Excerpts from a dataset:
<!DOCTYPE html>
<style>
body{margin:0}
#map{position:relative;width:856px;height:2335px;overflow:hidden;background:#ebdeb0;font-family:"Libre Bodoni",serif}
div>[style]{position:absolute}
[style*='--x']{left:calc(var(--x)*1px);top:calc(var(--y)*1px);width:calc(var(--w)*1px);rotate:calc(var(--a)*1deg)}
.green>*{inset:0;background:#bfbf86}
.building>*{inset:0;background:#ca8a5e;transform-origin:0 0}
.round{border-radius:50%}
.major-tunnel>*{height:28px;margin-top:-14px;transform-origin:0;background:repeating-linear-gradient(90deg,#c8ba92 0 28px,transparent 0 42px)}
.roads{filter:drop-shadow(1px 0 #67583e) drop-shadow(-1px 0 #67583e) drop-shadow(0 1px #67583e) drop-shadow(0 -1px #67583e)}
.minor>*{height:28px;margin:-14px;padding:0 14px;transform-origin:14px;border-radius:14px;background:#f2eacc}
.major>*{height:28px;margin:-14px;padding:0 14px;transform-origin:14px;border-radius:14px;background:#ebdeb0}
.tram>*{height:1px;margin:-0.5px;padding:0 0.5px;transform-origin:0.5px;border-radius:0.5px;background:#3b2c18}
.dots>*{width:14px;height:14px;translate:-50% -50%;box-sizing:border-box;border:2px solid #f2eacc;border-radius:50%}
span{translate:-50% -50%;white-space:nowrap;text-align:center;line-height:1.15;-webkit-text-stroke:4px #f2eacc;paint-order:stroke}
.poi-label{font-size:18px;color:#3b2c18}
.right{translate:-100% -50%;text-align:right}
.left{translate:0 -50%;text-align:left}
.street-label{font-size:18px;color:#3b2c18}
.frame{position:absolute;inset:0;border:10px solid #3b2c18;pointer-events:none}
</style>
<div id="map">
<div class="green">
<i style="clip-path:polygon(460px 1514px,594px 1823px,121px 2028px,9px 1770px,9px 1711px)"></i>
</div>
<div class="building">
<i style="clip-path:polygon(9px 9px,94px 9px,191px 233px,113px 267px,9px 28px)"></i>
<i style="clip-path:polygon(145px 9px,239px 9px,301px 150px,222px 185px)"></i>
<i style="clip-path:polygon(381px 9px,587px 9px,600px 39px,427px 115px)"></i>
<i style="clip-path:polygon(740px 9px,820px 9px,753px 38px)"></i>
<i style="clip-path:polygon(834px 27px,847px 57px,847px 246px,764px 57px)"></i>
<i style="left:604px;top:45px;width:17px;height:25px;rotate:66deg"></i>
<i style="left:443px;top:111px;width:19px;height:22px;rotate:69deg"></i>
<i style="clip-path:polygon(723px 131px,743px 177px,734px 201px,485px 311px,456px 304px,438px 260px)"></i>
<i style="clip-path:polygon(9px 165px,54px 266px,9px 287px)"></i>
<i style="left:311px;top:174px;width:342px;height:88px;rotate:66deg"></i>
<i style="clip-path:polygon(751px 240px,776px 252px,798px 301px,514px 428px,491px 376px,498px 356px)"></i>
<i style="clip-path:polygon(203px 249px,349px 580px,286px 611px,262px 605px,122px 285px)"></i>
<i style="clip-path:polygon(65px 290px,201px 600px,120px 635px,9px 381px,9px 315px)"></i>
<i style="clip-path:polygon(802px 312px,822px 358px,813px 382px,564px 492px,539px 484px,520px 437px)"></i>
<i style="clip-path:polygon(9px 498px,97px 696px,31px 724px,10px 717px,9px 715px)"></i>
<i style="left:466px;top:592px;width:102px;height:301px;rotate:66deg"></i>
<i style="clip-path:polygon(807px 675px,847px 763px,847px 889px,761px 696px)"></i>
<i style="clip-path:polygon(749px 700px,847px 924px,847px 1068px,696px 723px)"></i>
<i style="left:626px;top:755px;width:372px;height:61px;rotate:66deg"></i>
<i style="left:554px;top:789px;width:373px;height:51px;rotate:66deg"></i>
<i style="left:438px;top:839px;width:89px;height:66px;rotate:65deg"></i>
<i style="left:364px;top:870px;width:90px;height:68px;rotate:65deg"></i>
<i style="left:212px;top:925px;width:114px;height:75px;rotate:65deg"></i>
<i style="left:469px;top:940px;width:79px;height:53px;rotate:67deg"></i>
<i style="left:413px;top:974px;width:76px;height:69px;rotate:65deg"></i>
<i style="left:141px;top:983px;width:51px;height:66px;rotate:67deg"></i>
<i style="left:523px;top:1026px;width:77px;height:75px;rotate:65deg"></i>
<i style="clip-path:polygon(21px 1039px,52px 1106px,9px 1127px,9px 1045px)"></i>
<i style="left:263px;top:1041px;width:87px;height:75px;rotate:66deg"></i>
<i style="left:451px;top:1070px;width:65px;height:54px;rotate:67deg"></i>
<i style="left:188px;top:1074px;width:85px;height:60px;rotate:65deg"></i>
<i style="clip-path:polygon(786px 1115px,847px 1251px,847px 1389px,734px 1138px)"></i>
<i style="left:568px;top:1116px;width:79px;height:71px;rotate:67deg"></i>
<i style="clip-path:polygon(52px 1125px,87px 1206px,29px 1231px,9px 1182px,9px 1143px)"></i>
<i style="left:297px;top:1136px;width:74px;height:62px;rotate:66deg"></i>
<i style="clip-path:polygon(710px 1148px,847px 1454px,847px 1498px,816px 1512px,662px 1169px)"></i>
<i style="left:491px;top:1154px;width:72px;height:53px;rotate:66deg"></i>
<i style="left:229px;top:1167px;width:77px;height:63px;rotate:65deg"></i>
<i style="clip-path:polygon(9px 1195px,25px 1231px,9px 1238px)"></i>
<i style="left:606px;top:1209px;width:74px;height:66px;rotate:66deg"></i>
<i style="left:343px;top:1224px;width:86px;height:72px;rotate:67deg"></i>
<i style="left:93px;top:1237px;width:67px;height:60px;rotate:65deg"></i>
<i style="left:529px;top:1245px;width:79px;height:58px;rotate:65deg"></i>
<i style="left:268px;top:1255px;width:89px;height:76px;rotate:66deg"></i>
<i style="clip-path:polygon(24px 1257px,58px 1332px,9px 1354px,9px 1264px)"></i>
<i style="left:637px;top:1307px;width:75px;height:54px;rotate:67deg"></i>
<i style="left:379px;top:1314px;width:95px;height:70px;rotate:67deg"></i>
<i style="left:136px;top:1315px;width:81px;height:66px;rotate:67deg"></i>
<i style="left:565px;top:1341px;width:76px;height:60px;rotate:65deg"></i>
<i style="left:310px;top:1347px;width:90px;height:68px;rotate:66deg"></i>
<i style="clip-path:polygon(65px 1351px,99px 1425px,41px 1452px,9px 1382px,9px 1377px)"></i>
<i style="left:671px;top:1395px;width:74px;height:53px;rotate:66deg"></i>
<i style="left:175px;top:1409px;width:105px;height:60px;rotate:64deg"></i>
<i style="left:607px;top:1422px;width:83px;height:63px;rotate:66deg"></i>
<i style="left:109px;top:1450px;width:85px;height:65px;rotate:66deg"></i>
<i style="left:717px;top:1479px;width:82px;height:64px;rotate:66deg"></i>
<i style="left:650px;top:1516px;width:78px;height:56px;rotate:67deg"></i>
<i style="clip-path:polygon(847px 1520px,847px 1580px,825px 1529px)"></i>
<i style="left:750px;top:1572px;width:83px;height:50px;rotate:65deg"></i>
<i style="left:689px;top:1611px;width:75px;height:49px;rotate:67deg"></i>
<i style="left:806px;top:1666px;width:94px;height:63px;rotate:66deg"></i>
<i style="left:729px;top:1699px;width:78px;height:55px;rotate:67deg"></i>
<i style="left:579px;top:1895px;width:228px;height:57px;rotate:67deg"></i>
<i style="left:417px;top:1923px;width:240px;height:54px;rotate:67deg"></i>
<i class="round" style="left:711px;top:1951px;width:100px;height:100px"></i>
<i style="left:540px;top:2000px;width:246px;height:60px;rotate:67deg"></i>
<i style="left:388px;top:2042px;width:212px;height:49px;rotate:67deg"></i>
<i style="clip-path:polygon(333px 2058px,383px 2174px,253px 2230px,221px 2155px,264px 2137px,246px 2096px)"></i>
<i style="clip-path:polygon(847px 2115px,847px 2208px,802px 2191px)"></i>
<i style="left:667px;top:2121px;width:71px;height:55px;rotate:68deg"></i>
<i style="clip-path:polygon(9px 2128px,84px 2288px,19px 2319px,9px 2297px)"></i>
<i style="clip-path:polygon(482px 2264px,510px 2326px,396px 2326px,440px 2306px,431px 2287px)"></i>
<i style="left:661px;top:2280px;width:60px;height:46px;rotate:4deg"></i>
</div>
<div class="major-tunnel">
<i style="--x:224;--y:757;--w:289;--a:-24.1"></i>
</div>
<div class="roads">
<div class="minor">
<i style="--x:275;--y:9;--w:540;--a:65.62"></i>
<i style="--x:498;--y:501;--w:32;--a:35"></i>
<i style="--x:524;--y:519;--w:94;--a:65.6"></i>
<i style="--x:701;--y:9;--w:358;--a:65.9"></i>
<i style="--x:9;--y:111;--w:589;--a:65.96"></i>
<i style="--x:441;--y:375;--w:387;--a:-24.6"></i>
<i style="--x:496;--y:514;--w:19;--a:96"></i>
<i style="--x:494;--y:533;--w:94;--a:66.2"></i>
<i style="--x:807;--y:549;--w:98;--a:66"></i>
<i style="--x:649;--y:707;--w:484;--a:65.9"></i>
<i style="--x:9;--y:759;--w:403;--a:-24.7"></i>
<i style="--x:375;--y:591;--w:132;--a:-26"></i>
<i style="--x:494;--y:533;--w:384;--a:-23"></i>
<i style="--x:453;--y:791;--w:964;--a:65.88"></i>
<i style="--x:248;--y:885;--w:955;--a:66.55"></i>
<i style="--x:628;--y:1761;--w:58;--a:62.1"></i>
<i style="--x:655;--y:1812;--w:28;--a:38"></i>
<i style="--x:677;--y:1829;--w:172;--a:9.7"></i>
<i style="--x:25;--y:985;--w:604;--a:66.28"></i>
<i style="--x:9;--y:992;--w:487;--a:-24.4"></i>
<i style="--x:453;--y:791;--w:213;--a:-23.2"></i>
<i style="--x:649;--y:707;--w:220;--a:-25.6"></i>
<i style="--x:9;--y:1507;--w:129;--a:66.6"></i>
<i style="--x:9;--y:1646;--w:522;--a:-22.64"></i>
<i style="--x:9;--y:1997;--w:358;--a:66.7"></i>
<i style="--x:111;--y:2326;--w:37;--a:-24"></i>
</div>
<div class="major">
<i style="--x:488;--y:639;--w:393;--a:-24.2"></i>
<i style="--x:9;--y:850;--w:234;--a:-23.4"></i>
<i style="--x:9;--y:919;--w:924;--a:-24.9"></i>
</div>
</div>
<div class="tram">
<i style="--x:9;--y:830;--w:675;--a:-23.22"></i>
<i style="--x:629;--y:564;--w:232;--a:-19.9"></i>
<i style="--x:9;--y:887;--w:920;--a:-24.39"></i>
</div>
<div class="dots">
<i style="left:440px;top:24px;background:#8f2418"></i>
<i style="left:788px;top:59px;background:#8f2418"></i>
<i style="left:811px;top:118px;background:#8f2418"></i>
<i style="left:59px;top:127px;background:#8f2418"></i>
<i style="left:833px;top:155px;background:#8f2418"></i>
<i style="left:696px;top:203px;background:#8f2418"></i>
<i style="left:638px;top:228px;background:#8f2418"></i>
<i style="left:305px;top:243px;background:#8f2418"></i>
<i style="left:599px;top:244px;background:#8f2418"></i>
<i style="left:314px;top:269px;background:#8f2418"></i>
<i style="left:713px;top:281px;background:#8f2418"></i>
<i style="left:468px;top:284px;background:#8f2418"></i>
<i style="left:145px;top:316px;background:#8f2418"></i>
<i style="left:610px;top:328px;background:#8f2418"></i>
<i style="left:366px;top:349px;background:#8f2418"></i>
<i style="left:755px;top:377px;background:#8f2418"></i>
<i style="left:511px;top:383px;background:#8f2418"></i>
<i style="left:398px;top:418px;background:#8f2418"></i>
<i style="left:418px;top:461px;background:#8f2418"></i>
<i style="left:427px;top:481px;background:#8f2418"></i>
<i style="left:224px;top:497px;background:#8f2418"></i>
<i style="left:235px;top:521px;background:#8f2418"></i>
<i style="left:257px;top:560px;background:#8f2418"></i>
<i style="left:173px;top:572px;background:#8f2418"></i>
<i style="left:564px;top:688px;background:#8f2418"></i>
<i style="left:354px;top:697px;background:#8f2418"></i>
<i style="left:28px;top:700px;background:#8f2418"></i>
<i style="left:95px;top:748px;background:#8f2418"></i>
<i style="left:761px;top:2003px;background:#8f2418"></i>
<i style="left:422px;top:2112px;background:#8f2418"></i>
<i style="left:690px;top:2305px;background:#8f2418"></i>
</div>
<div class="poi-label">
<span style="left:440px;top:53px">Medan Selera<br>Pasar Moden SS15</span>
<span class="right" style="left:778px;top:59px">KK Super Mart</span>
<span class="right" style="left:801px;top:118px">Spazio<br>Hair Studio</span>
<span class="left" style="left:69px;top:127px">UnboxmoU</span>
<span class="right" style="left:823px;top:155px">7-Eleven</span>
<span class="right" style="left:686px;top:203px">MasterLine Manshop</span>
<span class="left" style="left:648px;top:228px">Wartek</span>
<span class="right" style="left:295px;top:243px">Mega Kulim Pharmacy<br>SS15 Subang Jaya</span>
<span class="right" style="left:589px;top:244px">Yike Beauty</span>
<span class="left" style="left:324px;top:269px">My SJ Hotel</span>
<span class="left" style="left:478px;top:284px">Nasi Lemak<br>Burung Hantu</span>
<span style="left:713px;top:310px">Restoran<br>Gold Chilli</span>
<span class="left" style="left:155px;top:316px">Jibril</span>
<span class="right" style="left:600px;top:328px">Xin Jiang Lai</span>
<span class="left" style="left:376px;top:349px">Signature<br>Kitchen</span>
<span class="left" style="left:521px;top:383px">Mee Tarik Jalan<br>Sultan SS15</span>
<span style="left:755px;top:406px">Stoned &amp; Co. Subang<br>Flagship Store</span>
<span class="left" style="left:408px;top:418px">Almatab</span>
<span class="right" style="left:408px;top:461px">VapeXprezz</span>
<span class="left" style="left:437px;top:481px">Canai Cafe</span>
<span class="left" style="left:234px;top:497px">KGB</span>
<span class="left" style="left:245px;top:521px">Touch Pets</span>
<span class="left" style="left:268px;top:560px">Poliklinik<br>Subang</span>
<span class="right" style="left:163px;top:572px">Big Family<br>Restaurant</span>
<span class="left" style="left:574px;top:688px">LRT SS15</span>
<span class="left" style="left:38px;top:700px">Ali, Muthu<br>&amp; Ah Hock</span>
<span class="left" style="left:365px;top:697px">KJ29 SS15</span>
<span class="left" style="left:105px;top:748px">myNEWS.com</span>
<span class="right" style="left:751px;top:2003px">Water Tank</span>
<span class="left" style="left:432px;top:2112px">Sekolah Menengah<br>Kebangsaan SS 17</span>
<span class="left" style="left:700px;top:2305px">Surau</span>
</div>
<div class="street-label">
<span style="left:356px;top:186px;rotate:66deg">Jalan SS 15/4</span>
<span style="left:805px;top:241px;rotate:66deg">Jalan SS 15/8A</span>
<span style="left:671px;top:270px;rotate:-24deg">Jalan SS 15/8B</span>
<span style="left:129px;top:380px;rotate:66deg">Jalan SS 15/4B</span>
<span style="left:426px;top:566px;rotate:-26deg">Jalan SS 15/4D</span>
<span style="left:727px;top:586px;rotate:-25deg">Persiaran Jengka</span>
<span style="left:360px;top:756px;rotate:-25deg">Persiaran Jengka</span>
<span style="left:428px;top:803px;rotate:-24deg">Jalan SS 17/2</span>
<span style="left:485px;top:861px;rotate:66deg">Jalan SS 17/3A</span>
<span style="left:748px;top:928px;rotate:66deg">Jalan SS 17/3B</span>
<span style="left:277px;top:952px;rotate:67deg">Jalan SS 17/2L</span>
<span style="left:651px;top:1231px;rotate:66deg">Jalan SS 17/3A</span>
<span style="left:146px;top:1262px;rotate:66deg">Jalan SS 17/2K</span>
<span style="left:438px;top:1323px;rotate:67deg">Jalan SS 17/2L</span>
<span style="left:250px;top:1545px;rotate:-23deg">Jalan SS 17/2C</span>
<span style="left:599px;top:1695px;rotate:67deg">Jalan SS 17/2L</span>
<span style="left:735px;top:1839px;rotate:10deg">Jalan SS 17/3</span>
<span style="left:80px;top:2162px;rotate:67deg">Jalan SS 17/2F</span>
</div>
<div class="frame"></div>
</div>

→ PROBLEM DESCRIPTION:
Print, without alteration, only the lines above between the one holding "0 28px,transparent 0" and the one holding "0 #67583e) drop-shadow(-1px", inclusive.

→ OUTPUT OF THE EXERCISE:
.major-tunnel>*{height:28px;margin-top:-14px;transform-origin:0;background:repeating-linear-gradient(90deg,#c8ba92 0 28px,transparent 0 42px)}
.roads{filter:drop-shadow(1px 0 #67583e) drop-shadow(-1px 0 #67583e) drop-shadow(0 1px #67583e) drop-shadow(0 -1px #67583e)}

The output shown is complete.